All attorneys who handle medical malpractice cases know that juries have negative attitudes about patients who smoke or who are obese. In focus groups, we have found many who automatically blame a poor outcome, especially in cases involving surgery, on the patient who smokes or is obese. Part of that is the tendency of juries to blame patients in general, because they don’t want to think that any encounter with a doctor involves risks of poor outcomes for themselves. Part of it is the feeling that people should be personally responsible for their bad outcomes in life and not blame others. Surprisingly, in focus groups this attitude is persistent even for those who themselves are obese or smoke.

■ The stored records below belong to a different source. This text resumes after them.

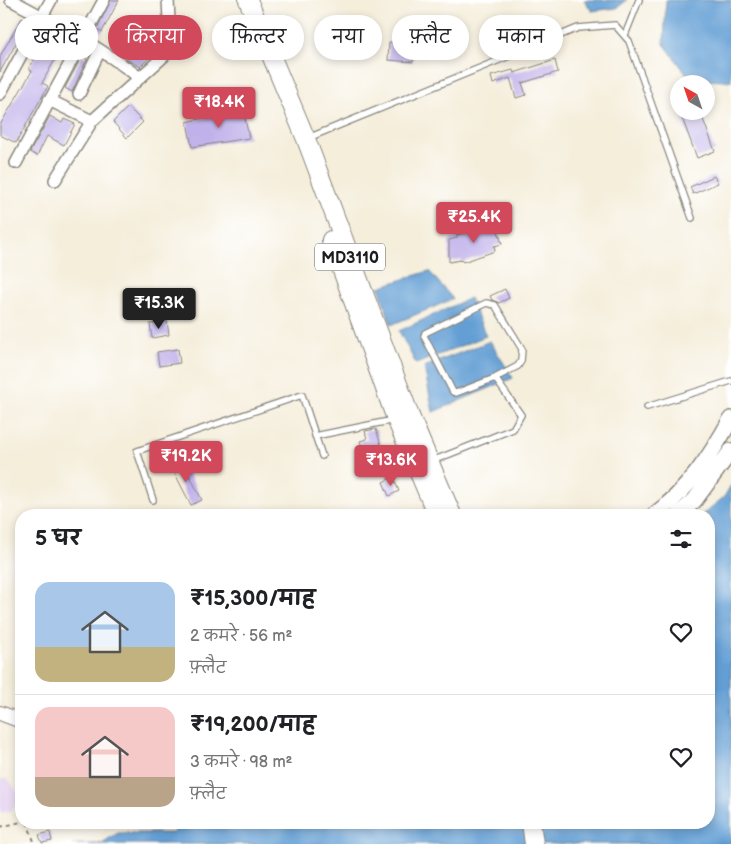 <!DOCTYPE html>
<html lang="hi">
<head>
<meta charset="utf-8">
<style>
	:root { --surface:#fff; --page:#f6f6f6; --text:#202124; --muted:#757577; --line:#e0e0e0; --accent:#d1495b }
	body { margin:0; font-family:"Balsamiq Sans","Playpen Sans Deva",sans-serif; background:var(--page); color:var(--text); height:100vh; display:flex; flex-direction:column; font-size:19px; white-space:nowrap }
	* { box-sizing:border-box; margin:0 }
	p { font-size:16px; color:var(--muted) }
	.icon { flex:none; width:28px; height:28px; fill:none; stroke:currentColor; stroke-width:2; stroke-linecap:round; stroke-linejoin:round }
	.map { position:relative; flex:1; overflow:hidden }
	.sheet { position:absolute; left:15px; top:509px; width:700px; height:320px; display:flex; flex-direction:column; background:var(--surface); border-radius:20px; box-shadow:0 2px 8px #0003 }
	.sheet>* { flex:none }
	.top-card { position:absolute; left:15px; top:15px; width:701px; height:45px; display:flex; gap:10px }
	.needle { width:32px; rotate:320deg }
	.fabs { position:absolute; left:670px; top:75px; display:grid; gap:10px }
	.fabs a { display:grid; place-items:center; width:45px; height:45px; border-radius:50%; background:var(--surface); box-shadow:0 2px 8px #0003; font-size:25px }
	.price { position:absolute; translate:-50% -42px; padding:0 11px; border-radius:5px; background:var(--accent); color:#fff; font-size:16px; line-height:32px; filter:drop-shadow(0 1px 2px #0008) }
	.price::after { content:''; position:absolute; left:50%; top:30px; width:15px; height:11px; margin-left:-8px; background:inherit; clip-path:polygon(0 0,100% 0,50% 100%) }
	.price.current { background:#222; color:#fff }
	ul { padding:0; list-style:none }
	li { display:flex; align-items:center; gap:15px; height:125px; padding:0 20px }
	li+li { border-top:1px solid var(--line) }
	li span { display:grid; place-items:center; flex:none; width:140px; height:100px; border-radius:15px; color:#555 }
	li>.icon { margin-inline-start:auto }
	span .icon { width:60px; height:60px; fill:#fffc; stroke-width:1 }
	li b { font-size:21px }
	h2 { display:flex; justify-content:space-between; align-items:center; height:60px; padding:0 20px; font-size:21px }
	.tag { padding:0 18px; border-radius:22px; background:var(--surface); box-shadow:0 2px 8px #0003; font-size:18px; line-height:45px }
	.tag.current { background:var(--accent); color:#fff }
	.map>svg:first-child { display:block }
	.built { fill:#e5d3f0 }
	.water { fill:#649fd4; stroke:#405e78 }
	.building { fill:#c0b1ea }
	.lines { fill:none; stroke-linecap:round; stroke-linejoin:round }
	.service-casing { stroke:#88857c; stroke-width:8 }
	.minor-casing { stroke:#88857c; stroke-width:14 }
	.tertiary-casing { stroke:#88857c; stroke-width:16 }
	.secondary-casing { stroke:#88857c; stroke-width:18 }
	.primary-casing { stroke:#88857c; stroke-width:20 }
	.path { stroke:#88857c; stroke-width:2; stroke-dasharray:4 4; stroke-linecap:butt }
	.service { stroke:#fff; stroke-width:5.5 }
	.minor { stroke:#fff; stroke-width:11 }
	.tertiary { stroke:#fff; stroke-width:14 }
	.secondary { stroke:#fff; stroke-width:15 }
	.primary { stroke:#fff; stroke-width:18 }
	.labels { text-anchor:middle; stroke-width:4.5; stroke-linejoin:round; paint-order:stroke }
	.shield { fill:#fff; stroke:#606060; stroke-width:1 }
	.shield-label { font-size:16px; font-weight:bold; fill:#1c1c1c }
</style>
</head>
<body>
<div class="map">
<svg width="731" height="844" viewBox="0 0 731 844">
	<rect width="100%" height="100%" fill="#fff"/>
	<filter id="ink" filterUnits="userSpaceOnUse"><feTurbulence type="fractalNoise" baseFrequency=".02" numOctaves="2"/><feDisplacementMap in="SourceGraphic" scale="10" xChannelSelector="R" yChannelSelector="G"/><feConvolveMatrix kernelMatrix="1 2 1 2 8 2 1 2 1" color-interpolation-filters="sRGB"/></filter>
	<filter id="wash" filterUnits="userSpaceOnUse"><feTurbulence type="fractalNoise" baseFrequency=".0096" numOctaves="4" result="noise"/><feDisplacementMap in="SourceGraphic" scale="20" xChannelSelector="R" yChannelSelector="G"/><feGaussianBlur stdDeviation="1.12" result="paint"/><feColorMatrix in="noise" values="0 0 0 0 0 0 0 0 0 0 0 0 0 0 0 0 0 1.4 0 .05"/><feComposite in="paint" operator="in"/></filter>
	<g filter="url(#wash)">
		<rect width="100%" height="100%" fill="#f5eedb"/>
		<!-- built -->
		<path class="built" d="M3,779H8L21,797L11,811L0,813V780Z"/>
		<!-- water -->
		<path class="water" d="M584,0H627L617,8L592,11Z
			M666,0H731V81L691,80L664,44Z
			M429,271L453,299L391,325L379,287Z
			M470,298L486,336L416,364L399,331Z
			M490,341L513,378L433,412L424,367Z
			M731,485V844H73H100L118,833H173L180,822H709V515H702L724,497Z"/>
		<g id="blocks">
			<!-- building -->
			<path class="building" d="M111,0H119L102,32L97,29Z
				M22,18L28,22L0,72V56Z
				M45,38L62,47L42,83L48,86L16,143L0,135V125L32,71L29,69Z
				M389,42L414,44L413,62L388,60Z
				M135,43L154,53L140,67L125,58Z
				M82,56L87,59L72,92L65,88Z
				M555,60L558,72L522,83L526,95L516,98L510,78L493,84L491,76L513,70L514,73Z
				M128,107L143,122L127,138L113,122Z
				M243,108L249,138L192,147L187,122Z
				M700,111L715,151L697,158L682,118Z
				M50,116L62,123L64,119L75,124L64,145L47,136L37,156L30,152Z
				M714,176L718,183L693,194L690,187Z
				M496,224L502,244L494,246L495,251L463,262L461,260L449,262V240L457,238V235Z
				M505,289L509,298L499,303L492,300L490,296Z
				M167,321L169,335L152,338L150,324Z
				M178,349L180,363L159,366L157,352Z
				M376,429L382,448L372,452L369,447L363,449L360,441L367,439L365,431Z
				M182,461L202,500L191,505L171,466Z
				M393,477L399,491L389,496L383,482Z
				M50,832L52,841L42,843L39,835Z"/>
		</g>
	</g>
	<g filter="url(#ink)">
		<use href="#blocks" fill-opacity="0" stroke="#88857c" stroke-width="1"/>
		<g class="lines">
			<defs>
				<path id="service" d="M625,35L639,0
					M308,138L578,28L615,25L629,41L692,218
					M486,303L495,305L522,349L521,361L518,366L495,378L456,393L453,392L424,336L425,333Z
					M647,407L731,381
					M315,436L394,420
					M432,461L513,429L521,415L495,378
					M153,500L137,451L302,395L322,456"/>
				<path id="minor" d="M11,0C56,24 100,47 140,78
					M0,94L51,0
					M79,94L100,50
					M49,100L92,121
					M16,163L104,0
					M55,180L92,121L164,56L170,40L168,0"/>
				<path id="tertiary" d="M0,713L21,721"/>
				<path id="secondary" d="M654,515C688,491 711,455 731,419
					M678,515L694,501L731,451"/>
				<path id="primary" d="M248,0L306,139L410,416L452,515
					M331,240L396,419L437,515
					M531,822L534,844"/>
			</defs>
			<!-- service casing -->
			<use href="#service" class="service-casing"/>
			<!-- minor casing -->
			<use href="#minor" class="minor-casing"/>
			<!-- tertiary casing -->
			<use href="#tertiary" class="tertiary-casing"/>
			<!-- secondary casing -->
			<use href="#secondary" class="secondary-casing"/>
			<!-- primary casing -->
			<use href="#primary" class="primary-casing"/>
			<!-- path -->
			<path class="path" d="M27,822L35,844
				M0,827L21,822"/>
			<!-- service -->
			<use href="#service" class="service"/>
			<!-- minor -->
			<use href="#minor" class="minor"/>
			<!-- tertiary -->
			<use href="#tertiary" class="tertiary"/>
			<!-- secondary -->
			<use href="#secondary" class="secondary"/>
			<!-- primary -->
			<use href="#primary" class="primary"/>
		</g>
	</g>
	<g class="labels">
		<!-- shield labels -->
		<rect class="shield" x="315" y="243.5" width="70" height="27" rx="4"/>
		<g class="shield-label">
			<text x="350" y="263">MD3110</text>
		</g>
	</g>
</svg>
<div class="fabs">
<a><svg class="needle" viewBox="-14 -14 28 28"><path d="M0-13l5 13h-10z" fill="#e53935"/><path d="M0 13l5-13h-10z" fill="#757577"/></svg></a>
</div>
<b class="price" style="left:219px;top:129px">₹18.4K</b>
<b class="price" style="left:474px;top:244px">₹25.4K</b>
<b class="price current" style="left:159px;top:330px">₹15.3K</b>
<b class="price" style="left:186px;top:483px">₹19.2K</b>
<b class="price" style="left:391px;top:487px">₹13.6K</b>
<div class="top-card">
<a class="tag">खरीदें</a>
<a class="tag current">किराया</a>
<a class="tag">फ़िल्टर</a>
<a class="tag">नया</a>
<a class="tag">फ़्लैट</a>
<a class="tag">मकान</a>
</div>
<section class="sheet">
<h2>5 घर<svg class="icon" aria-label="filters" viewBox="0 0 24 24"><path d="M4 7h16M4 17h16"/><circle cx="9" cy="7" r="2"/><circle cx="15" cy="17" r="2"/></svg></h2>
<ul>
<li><span style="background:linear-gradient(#a9c7e8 65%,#c2b280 0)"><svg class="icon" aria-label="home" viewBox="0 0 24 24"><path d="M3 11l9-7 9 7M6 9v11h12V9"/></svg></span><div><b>₹15,300/माह</b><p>2 कमरे · 56 m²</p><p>फ़्लैट</p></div><svg class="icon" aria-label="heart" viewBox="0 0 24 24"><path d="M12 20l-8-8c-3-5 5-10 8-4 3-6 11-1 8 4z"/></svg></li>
<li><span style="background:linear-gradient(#f6c9c9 70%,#b9a48a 0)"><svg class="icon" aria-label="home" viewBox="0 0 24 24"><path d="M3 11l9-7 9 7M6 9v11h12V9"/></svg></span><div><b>₹19,200/माह</b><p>3 कमरे · 98 m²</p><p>फ़्लैट</p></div><svg class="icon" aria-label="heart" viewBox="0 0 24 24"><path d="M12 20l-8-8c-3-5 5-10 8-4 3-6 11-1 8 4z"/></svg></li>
</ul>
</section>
</div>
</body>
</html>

A recent development in England shows that health care providers share the negative view of smokers and obese people, but it is based on their perception that surgical outcomes for such patients are, indeed, less favorable. According to a story on CNN, a large county in England recently announced that it would not authorize elective surgeries unless obese patients lost a specified amount of weight first, and smokers quit smoking for at least eight weeks. The idea is that this would decrease hospital stays, have better outcomes, and save money for the National Health Service. Along with the requirement for pre-surgical changes was an offer of free counseling.

Many people disagreed, saying that it won’t work, may cause more suffering, and may even be more expensive because patients might need more care while they await their procures. Other reactions were based more on social attitudes. According to an article in the New York Times, a survey indicated that people “consider terms like obese, fat, and morbidly obese to be stigmatizing and blaming language used by doctors.” The procedure used in the English county seems to run counter to a recent trend to avoid “fat-shaming” or other negative attitudes about people who are different.